Alice Dudley, Duchess of Dudley (née Leigh; 1579 – 22 January 1669), also known as Duchess Dudley, was the second wife of the explorer Sir Robert Dudley. In 1605, after giving birth to seven daughters, she was abandoned by her husband, who went into exile in Tuscany, remarried, and eventually sold his English estates. In 1644, by way of reparation for her losses, King Charles I created Alice Dudley a duchess in her own right "for her natural life", the dukedom thus created not being heritable.
Alice Leigh was a daughter of Sir Thomas Leigh, 1st Baronet (died 1625), of Stoneleigh Abbey, Warwickshire, who was created a baronet in 1611, by his marriage to Catherine, a daughter of Sir John Spencer of Wormleighton.
Her father was the third son of Sir Thomas Leigh and his wife Alice née Barker (an heiress of Sir Rowland Hill) who was Lord Mayor of London for 1549/50.
In 1643 her nephew Thomas (1595–1672) was created the first Baron Leigh.[1] On 11 September 1596, at Ashow, Warwickshire, Alice Leigh married Sir Robert Dudley, the natural son of Robert Dudley, 1st Earl of Leicester, Queen Elizabeth I's favourite, by Lady Sheffield. A daughter of this marriage, who was to be the first of seven, was baptised on 25 September 1597. Five of their daughters reached adulthood: Alice (who married Sir Ferdinando Sutton), Douglas (who married William Dansey), Katherine (who married Sir Richard Leveson), Frances (who married Sir Gilbert Kniveton), and Anne (who married Sir Robert Holborne).[2]

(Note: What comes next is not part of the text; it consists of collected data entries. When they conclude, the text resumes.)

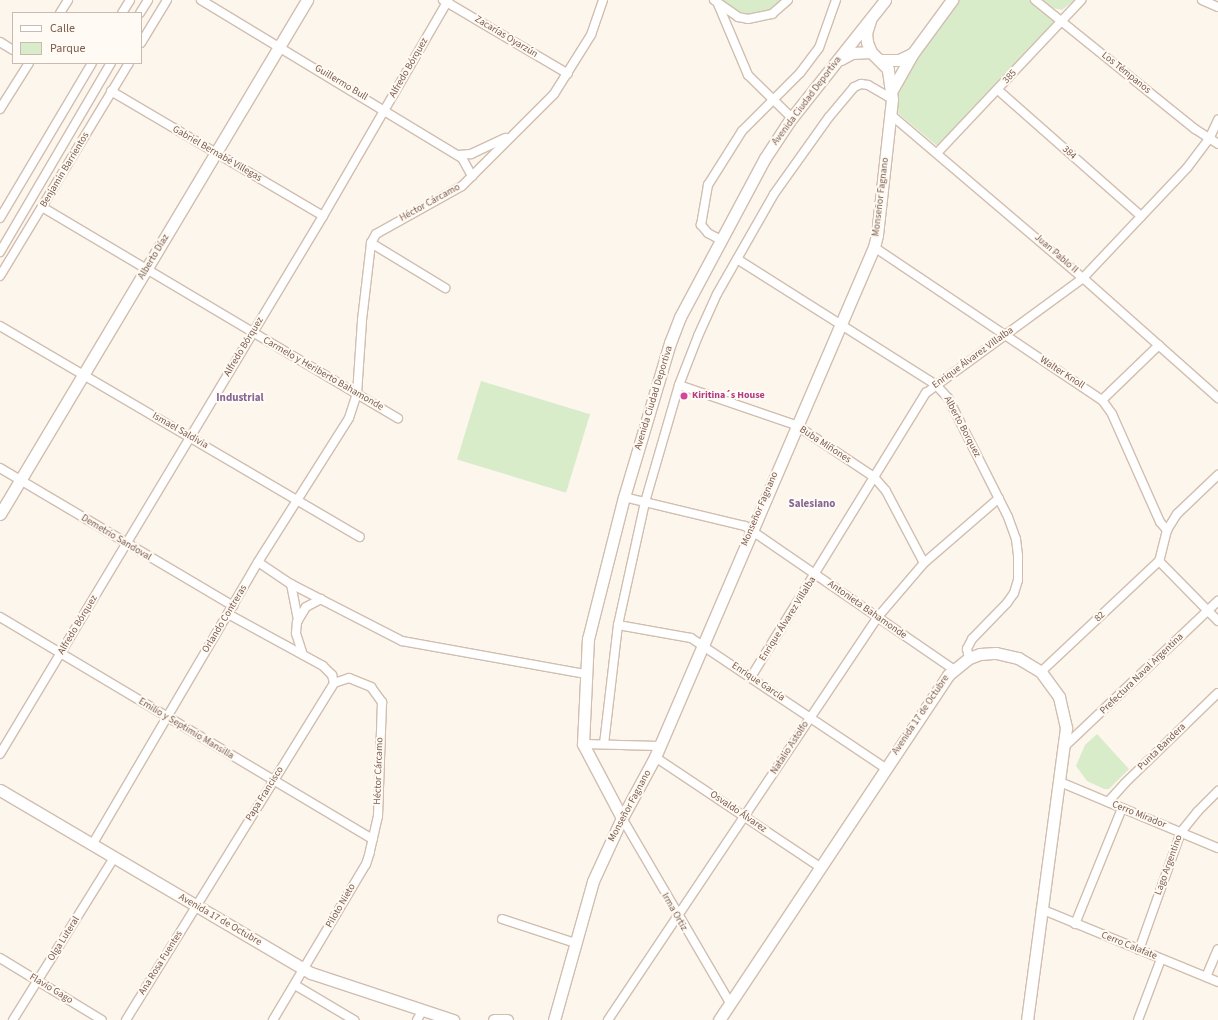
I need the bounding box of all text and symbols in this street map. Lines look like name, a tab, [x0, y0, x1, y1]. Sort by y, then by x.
legend	[12, 12, 142, 64]
street label: Zacarías Oyarzún	[472, 13, 540, 61]
text: Calle	[50, 20, 75, 37]
street label: Alfredo Bórquez	[387, 36, 431, 100]
text: Parque	[50, 40, 86, 57]
street label: Los Témpanos	[1099, 50, 1153, 96]
street label: Avenida Ciudad Deportiva	[770, 54, 844, 148]
street label: Guillermo Bull	[312, 62, 370, 104]
street label: 385	[1001, 67, 1019, 87]
street label: Gabriel Bernabé Villegas	[170, 124, 264, 184]
street label: Benjamin Barrientos	[38, 130, 92, 210]
street label: 384	[1059, 144, 1079, 162]
street label: Monseñor Fagnano	[870, 157, 892, 237]
street label: Héctor Cárcamo	[398, 181, 462, 225]
street label: Alberto Díaz	[136, 232, 172, 282]
street label: Juan Pablo II	[1032, 232, 1080, 276]
street label: Alfredo Bórquez	[222, 315, 266, 379]
street label: Enrique Álvarez Villalba	[930, 325, 1016, 391]
street label: Carmelo y Heriberto Bahamonde	[261, 334, 385, 414]
street label: Avenida Ciudad Deportiva	[632, 345, 676, 451]
street label: Walter Knoll	[1037, 354, 1087, 392]
place label: Kiritina´s House	[692, 390, 765, 402]
district label: Industrial	[216, 391, 264, 405]
marker: Kiritina´s House	[679, 391, 689, 401]
street label: Alberto Borquez	[941, 394, 983, 460]
street label: Ismael Saldivia	[150, 410, 210, 452]
street label: Buba Miñones	[797, 424, 853, 466]
street label: Monseñor Fagnano	[739, 470, 781, 548]
district label: Salesiano	[789, 497, 835, 511]
street label: Demetrio Sandoval	[79, 512, 153, 564]
street label: Enrique Álvarez Villalba	[757, 575, 819, 663]
street label: Antonieta Bahamonde	[825, 578, 909, 642]
street label: Orlando Contreras	[200, 583, 250, 655]
street label: Alfredo Bórquez	[56, 593, 100, 657]
street label: 82	[1092, 609, 1108, 625]
street label: Prefectura Naval Argentina	[1098, 631, 1186, 717]
street label: Enrique García	[729, 660, 787, 704]
street label: Avenida 17 de Octubre	[890, 673, 952, 757]
street label: Emilio y Septimio Mansilla	[136, 696, 236, 762]
street label: Natalio Astolfo	[768, 719, 812, 777]
street label: Punta Bandera	[1136, 721, 1188, 773]
street label: Héctor Cárcamo	[372, 737, 386, 805]
street label: Papa Francisco	[243, 764, 287, 824]
street label: Monseñor Fagnano	[606, 768, 654, 844]
street label: Osvaldo Álvarez	[707, 789, 769, 835]
street label: Cerro Mirador	[1110, 799, 1168, 831]
street label: Lago Argentino	[1153, 833, 1185, 897]
street label: Piloto Nieto	[324, 882, 358, 930]
street label: Avenida 17 de Octubre	[176, 891, 264, 949]
street label: Irma Ortiz	[658, 891, 690, 933]
street label: Olga Luteral	[46, 914, 82, 964]
street label: Ana Rosa Fuentes	[137, 929, 185, 997]
street label: Cerro Calafate	[1099, 929, 1159, 963]
street label: Flavio Gago	[27, 971, 75, 1007]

In 1605, Robert Dudley left England and fled to Florence, accompanied by his first cousin once removed, Elizabeth Southwell. That winter, he and Southwell announced their conversion to Roman Catholicism and intention to marry. To repudiate his existing marriage, Robert claimed that in 1591 he had entered into a marriage contract with Frances Vavasour, one of Queen Elizabeth's maids of honour. His third marriage was never recognised in England.[3]

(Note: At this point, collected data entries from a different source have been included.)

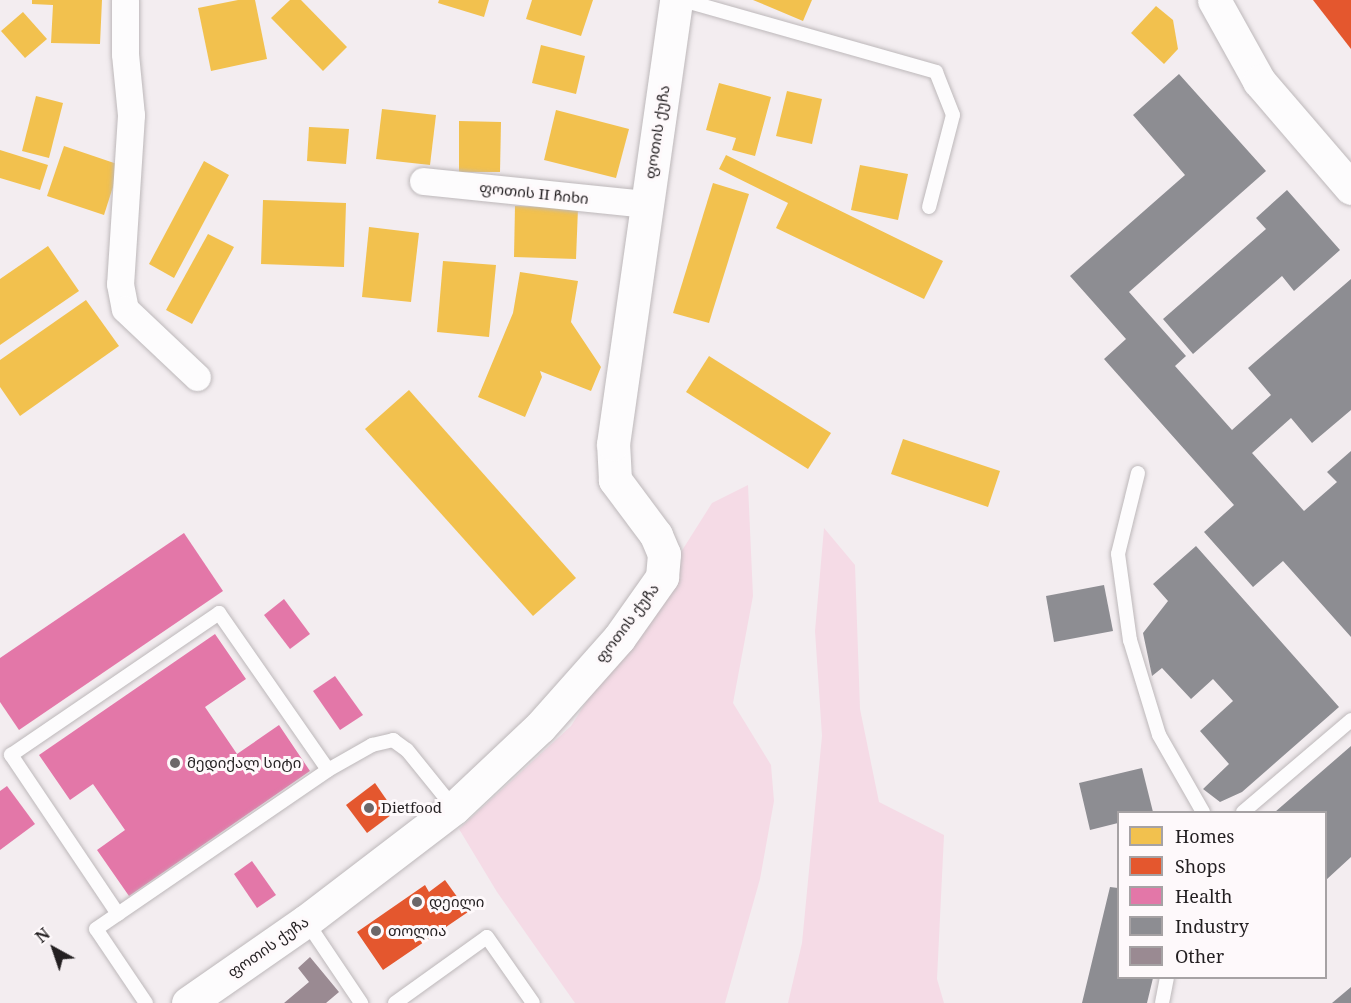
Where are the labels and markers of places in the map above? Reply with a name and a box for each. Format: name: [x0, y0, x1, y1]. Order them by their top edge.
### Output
place label: მედიქალ სიტი: [187, 754, 301, 772]
marker: მედიქალ სიტი: [168, 756, 182, 770]
place label: Dietfood: [381, 799, 442, 817]
marker: Dietfood: [362, 801, 376, 815]
place label: დეილი: [429, 893, 484, 911]
marker: დეილი: [410, 895, 424, 909]
place label: თოლია: [388, 922, 446, 940]
marker: თოლია: [369, 924, 383, 938]

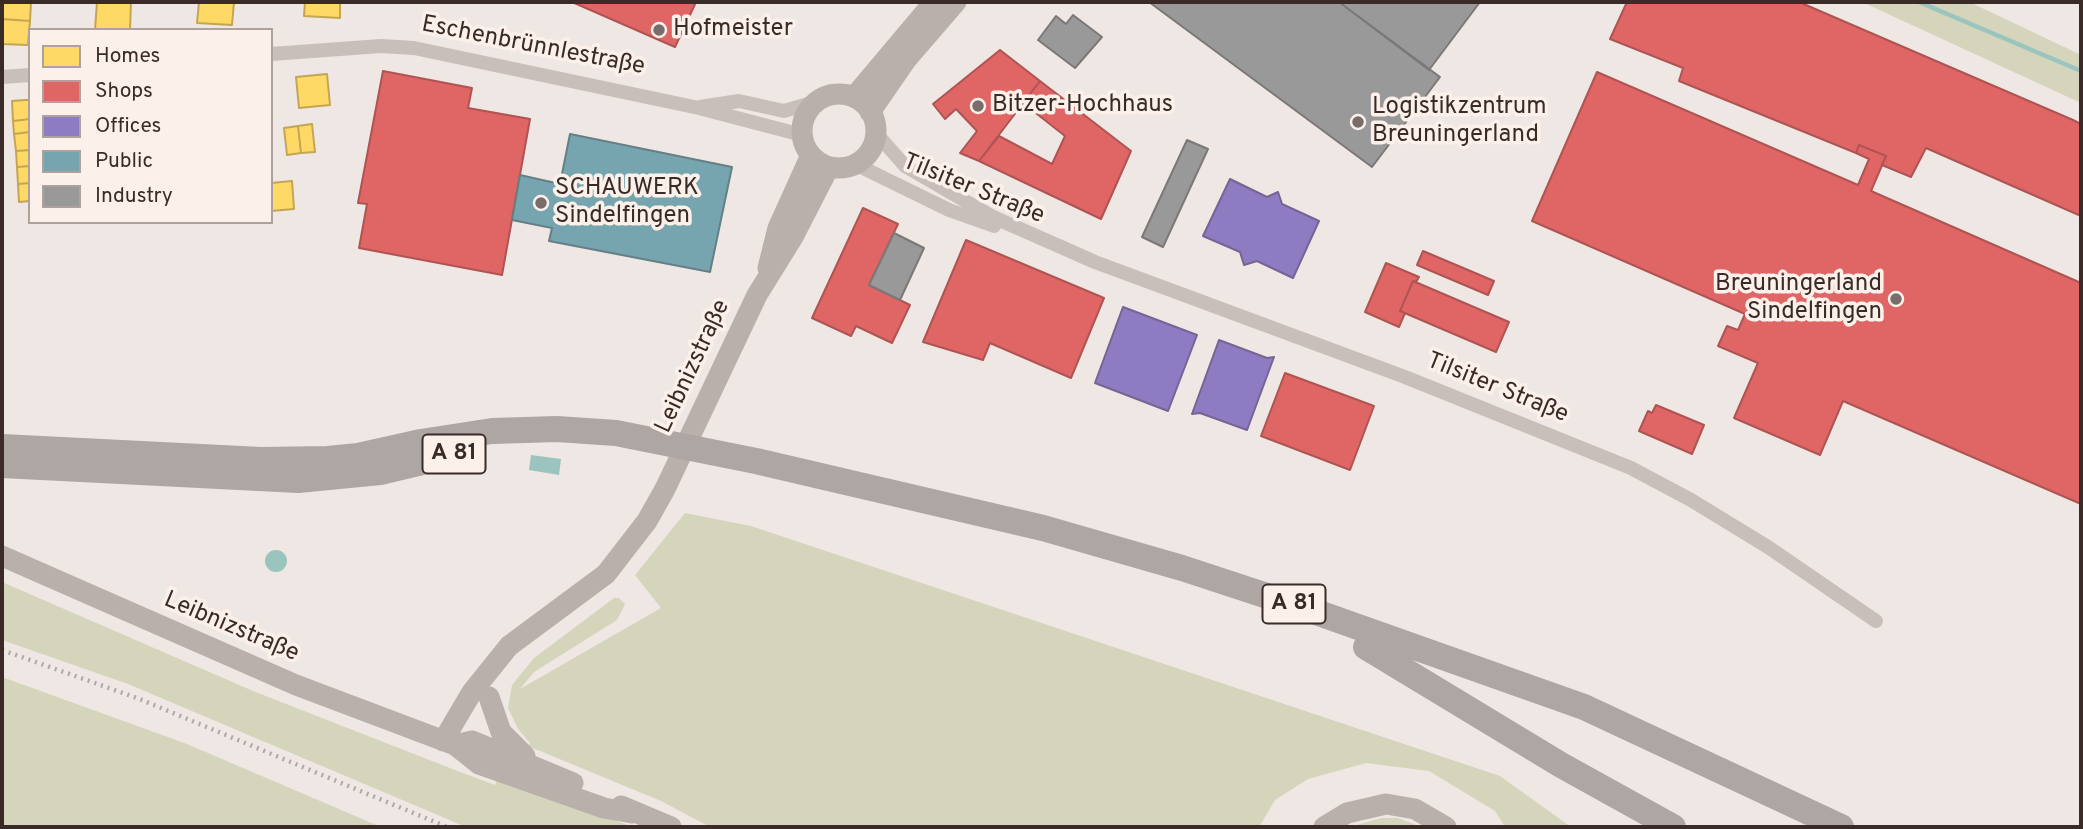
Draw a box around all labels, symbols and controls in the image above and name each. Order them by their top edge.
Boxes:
street label: Eschenbrünnlestraße [419,11,647,83]
place label: Hofmeister [673,16,793,44]
marker: Hofmeister [651,22,667,38]
legend [28,28,273,224]
text: Homes [95,43,160,70]
text: Shops [95,78,153,105]
place label: Bitzer-Hochhaus [992,92,1173,120]
place label: Logistikzentrum Breuningerland [1372,94,1547,150]
marker: Bitzer-Hochhaus [970,98,986,114]
text: Offices [95,113,161,140]
marker: Logistikzentrum Breuningerland [1350,114,1366,130]
text: Public [95,148,153,175]
street label: Tilsiter Straße [898,148,1048,232]
place label: SCHAUWERK Sindelfingen [555,175,699,231]
text: Industry [95,183,173,210]
marker: SCHAUWERK Sindelfingen [533,195,549,211]
place label: Breuningerland Sindelfingen [1715,271,1882,327]
marker: Breuningerland Sindelfingen [1888,291,1904,307]
street label: Leibnizstraße [651,296,737,438]
street label: Tilsiter Straße [1422,347,1572,431]
road number: A 81 [422,435,486,474]
road number: A 81 [1262,584,1326,624]
street label: Leibnizstraße [159,587,303,669]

Robert Dudley owned estates which included Kenilworth Castle which were valued at £50,000. In 1612, these were sold for £14,500 to Henry Frederick, Prince of Wales, although he paid only a fraction of even that price, and after his death the property devolved upon the new Prince of Wales, the future King Charles. In 1622 Charles obtained a special Act of Parliament to enable Alice Dudley "to alien her estate from her children as a feme sole", so that she could then sell her interest in the properties for £4,000, plus further payments to be made in later years.[4]
By letters patent of 23 May 1644, King Charles I created Dudley a duchess for her own life. This creation was plainly stated to be prompted by the King's having considered the Star Chamber case of 1605, in which Dudley's husband had claimed to be his father's legitimate son, and Charles believing the verdict which had denied the legitimacy of the claim, to be incorrect;[4] and by way of an apology for the failure of the King's deceased brother Henry to pay Dudley the true value of his estates and the Crown's failure to make further payments promised to Dudley herself; and also by way of a reward to two of Dudley's sons-in-law who were notable royalists, Sir Robert Holborne, attorney-general to the Prince of Wales, and Sir Richard Leveson, a member for Newcastle-under-Lyme in the Long Parliament.[3]
In the King's grant to Dudley of the new title and precedency, with the additional precedency of the children of a duke, given to her daughters, at Oxford in the midst of the turmoil of the First English Civil War, it declared[4]
Dudley was finally widowed in 1649, her husband dying at his villa near Florence after more than forty years in exile.[3] She was recorded as a generous benefactor to the parish of St Giles-in-the-Fields, Middlesex, then outside London.[5] After its medieval church had fallen into decay, a fine new Gothic building was built in brick between 1623 and 1630, mostly paid for by the future Duchess.[6] She died at her house near the church on 22 January 1669, having outlived all her daughters but Lady Katherine Leveson.[2] In her will, she left an endowment to generate annually "the sum of One hundred pounds for ever, for the redemption of poor English captives taken by the Turks", and King Charles II instructed Sir Orlando Bridgeman, the Lord Keeper of the Great Seal, to take steps to give effect to the bequest.[7]